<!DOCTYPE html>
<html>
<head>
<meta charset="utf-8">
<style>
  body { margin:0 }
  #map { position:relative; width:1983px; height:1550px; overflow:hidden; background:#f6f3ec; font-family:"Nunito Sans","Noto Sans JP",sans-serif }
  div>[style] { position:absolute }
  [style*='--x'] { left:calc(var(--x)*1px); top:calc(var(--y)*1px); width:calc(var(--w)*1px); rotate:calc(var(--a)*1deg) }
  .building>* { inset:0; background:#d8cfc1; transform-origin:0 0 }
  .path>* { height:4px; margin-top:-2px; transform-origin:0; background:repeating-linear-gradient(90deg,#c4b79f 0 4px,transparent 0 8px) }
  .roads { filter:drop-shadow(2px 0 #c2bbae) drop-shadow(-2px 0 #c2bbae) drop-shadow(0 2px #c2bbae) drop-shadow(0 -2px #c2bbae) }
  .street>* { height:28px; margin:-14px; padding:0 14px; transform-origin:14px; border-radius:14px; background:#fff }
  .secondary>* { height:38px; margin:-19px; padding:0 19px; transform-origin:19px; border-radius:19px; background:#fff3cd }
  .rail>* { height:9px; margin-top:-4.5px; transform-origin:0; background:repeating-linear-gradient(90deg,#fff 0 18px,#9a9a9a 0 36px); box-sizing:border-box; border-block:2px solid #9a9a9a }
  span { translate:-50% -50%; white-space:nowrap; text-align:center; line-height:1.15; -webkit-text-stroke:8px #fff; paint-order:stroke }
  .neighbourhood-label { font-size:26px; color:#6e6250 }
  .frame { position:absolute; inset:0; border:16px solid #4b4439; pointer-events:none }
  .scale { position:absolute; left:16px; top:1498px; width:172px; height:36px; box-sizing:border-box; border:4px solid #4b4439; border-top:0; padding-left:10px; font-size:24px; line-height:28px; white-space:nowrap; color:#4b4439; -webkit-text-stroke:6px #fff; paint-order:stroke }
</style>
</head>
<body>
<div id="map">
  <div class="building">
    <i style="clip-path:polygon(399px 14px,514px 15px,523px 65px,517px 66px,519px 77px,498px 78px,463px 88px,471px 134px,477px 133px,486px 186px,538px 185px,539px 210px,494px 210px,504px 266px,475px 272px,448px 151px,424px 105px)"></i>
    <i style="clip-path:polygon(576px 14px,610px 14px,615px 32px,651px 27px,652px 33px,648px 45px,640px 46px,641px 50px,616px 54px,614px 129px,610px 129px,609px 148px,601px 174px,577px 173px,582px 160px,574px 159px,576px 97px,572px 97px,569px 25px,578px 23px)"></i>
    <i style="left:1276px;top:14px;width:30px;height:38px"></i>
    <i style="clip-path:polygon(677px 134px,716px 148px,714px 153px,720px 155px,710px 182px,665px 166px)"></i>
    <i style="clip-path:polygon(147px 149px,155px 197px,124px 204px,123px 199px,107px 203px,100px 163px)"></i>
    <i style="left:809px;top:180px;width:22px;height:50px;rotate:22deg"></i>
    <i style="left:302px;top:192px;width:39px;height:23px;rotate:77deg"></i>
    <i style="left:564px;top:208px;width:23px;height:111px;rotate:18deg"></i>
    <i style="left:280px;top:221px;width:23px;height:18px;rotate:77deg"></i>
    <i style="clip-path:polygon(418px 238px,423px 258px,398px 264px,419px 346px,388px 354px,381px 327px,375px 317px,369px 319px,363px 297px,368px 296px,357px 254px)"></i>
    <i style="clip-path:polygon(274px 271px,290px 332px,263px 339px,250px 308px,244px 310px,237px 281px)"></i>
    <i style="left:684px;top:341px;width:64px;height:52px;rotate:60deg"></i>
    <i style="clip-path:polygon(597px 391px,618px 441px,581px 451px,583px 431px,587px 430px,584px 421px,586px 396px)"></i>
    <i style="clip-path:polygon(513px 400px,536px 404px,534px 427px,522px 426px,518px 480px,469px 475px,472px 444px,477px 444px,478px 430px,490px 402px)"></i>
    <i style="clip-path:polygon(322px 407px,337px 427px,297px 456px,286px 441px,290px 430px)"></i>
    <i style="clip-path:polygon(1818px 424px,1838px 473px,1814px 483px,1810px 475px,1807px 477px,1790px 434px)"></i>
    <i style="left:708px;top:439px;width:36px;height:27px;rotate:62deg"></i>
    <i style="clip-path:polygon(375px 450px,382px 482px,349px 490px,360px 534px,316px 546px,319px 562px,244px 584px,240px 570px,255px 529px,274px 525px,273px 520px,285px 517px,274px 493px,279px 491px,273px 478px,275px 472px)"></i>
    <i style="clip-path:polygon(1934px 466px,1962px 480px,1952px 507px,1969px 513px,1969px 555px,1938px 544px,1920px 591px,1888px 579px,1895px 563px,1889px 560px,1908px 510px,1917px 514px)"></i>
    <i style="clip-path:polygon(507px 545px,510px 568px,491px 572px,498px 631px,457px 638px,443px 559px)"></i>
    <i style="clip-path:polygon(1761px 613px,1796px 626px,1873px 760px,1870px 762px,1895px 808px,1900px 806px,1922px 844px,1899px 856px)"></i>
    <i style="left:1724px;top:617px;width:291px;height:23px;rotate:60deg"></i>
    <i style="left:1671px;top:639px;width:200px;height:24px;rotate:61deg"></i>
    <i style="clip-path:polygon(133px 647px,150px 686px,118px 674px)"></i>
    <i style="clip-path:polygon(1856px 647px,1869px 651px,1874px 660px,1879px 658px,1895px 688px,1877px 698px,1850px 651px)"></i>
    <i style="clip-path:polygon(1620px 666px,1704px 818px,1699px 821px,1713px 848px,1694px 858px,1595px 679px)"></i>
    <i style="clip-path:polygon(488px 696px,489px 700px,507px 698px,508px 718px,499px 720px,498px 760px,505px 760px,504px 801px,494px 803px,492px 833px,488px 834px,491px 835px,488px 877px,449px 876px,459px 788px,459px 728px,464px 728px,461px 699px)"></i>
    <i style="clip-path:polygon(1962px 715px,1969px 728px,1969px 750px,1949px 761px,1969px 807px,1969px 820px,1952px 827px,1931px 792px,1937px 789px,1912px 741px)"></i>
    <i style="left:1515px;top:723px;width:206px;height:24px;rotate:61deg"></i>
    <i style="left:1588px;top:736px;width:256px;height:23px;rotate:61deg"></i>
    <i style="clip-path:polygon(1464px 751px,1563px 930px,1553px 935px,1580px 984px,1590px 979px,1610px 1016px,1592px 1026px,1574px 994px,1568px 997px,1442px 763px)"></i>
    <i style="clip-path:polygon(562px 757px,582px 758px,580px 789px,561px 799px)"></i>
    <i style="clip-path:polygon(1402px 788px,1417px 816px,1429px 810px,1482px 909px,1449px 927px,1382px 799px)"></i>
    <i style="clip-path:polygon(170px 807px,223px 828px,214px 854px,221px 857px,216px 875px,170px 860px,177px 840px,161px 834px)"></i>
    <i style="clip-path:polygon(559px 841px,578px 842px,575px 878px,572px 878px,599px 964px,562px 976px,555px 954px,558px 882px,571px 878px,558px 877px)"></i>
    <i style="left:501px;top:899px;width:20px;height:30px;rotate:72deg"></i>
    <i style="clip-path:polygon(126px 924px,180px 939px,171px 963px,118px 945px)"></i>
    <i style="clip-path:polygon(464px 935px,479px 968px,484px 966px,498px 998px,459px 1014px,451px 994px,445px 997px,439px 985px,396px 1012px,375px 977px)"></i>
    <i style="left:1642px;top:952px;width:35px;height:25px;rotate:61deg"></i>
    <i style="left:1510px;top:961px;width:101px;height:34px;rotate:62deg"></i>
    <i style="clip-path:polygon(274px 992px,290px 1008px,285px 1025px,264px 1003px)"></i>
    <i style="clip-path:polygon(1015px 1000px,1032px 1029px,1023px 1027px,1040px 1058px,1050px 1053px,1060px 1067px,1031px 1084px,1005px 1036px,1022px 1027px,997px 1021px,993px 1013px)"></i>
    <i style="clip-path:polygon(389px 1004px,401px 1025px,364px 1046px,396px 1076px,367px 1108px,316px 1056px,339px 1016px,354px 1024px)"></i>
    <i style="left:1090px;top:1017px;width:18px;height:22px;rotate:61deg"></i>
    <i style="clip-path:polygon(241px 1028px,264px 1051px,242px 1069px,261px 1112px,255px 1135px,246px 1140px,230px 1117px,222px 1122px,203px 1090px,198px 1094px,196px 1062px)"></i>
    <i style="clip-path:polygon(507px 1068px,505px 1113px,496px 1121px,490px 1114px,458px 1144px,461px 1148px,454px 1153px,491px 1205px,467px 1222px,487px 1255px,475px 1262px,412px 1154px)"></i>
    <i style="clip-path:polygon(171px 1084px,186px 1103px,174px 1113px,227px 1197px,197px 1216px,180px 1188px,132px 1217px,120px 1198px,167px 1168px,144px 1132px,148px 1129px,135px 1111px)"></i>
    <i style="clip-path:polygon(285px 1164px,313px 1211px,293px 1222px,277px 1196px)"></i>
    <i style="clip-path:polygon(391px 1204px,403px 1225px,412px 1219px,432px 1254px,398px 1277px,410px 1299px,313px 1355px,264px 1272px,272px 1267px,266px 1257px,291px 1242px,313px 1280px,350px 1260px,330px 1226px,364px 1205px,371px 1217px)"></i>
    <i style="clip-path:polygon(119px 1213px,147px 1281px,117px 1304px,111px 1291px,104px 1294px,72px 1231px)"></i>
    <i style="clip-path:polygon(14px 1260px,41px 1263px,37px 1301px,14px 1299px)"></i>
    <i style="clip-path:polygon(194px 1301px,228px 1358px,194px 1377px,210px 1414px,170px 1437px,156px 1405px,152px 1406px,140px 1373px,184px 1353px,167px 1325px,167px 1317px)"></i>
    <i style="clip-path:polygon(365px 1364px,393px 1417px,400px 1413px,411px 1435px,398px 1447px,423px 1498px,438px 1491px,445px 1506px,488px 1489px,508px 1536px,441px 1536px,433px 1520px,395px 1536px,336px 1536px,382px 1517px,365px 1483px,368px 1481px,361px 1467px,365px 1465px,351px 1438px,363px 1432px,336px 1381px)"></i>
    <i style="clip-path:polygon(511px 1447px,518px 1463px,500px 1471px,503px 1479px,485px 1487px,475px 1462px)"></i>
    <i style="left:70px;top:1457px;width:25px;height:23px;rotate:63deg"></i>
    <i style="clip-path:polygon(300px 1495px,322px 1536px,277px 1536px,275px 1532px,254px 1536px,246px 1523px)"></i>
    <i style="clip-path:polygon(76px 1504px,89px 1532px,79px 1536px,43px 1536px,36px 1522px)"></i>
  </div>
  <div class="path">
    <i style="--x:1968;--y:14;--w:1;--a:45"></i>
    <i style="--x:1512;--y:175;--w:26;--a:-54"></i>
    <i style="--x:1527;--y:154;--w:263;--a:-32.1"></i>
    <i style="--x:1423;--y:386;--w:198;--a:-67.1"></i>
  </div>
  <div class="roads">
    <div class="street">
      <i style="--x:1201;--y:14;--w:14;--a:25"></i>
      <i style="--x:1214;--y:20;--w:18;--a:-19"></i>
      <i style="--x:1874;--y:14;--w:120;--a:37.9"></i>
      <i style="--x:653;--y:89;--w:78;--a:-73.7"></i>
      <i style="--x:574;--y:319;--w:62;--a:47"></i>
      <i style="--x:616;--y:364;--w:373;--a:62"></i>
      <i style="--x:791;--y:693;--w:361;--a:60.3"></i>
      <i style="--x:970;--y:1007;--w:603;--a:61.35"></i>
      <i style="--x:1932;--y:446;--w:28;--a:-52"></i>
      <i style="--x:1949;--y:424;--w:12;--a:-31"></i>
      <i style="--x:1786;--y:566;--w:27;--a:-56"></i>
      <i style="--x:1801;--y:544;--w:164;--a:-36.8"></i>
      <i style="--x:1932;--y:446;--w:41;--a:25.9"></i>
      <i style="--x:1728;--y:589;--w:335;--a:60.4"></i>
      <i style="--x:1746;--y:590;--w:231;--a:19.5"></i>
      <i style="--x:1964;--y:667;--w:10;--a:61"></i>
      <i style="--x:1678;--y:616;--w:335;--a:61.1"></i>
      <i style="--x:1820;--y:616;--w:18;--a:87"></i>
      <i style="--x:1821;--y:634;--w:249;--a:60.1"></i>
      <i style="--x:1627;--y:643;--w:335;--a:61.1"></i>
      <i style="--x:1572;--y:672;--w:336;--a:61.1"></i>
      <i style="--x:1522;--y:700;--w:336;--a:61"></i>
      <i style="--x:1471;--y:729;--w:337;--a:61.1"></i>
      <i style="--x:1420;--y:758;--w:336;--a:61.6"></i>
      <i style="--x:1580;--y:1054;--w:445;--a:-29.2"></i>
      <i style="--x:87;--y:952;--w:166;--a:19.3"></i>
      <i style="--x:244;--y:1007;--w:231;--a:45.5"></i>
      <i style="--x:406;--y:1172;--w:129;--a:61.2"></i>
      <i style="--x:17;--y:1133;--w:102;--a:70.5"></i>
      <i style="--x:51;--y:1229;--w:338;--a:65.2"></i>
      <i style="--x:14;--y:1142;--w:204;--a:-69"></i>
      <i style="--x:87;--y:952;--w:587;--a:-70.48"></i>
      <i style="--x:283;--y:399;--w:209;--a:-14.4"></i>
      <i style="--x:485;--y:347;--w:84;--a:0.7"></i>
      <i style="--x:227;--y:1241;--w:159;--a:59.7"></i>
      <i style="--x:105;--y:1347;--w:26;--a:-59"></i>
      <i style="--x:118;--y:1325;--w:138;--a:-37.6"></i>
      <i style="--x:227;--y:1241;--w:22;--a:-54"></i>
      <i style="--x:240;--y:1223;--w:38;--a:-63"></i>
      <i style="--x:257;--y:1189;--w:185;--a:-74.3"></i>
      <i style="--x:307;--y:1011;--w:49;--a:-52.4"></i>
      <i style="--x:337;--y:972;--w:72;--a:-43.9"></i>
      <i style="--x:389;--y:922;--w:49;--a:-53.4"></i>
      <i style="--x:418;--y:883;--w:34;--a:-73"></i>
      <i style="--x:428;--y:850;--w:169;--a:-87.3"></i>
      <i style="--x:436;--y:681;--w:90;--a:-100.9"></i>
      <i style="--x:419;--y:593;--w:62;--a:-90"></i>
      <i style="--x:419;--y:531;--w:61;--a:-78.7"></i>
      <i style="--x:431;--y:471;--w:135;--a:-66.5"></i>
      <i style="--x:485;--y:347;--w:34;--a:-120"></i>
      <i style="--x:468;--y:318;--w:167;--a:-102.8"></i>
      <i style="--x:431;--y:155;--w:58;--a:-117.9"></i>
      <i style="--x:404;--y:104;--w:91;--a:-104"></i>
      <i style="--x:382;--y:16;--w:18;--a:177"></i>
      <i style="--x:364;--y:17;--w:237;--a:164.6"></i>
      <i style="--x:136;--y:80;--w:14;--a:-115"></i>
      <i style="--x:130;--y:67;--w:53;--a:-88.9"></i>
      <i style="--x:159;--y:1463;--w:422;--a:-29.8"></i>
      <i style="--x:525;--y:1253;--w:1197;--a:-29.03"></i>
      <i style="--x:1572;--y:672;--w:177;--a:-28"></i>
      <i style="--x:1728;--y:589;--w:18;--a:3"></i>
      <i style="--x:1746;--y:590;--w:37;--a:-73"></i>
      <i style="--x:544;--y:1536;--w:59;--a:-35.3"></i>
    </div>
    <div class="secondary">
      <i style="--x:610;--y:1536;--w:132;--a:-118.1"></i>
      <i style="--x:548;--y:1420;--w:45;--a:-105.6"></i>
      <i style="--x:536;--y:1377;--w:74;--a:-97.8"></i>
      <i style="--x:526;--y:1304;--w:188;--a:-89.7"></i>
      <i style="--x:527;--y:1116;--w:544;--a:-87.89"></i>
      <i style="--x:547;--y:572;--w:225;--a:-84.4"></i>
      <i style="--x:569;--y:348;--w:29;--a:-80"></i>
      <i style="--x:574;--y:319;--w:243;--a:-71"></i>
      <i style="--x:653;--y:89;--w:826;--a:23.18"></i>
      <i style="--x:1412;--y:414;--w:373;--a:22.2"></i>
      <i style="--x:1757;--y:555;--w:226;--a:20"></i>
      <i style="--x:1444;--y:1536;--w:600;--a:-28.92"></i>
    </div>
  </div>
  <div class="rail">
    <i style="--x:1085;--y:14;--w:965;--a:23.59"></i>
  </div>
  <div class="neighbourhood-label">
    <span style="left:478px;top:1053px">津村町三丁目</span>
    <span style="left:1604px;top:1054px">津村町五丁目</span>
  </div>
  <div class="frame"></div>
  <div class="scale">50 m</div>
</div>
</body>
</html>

• YOUR ASSIGNMENT: Where does "roads" appear in the listing? Show every line that has it.

• RESULT FOR THIS TASK:
  .roads { filter:drop-shadow(2px 0 #c2bbae) drop-shadow(-2px 0 #c2bbae) drop-shadow(0 2px #c2bbae) drop-shadow(0 -2px #c2bbae) }
  <div class="roads">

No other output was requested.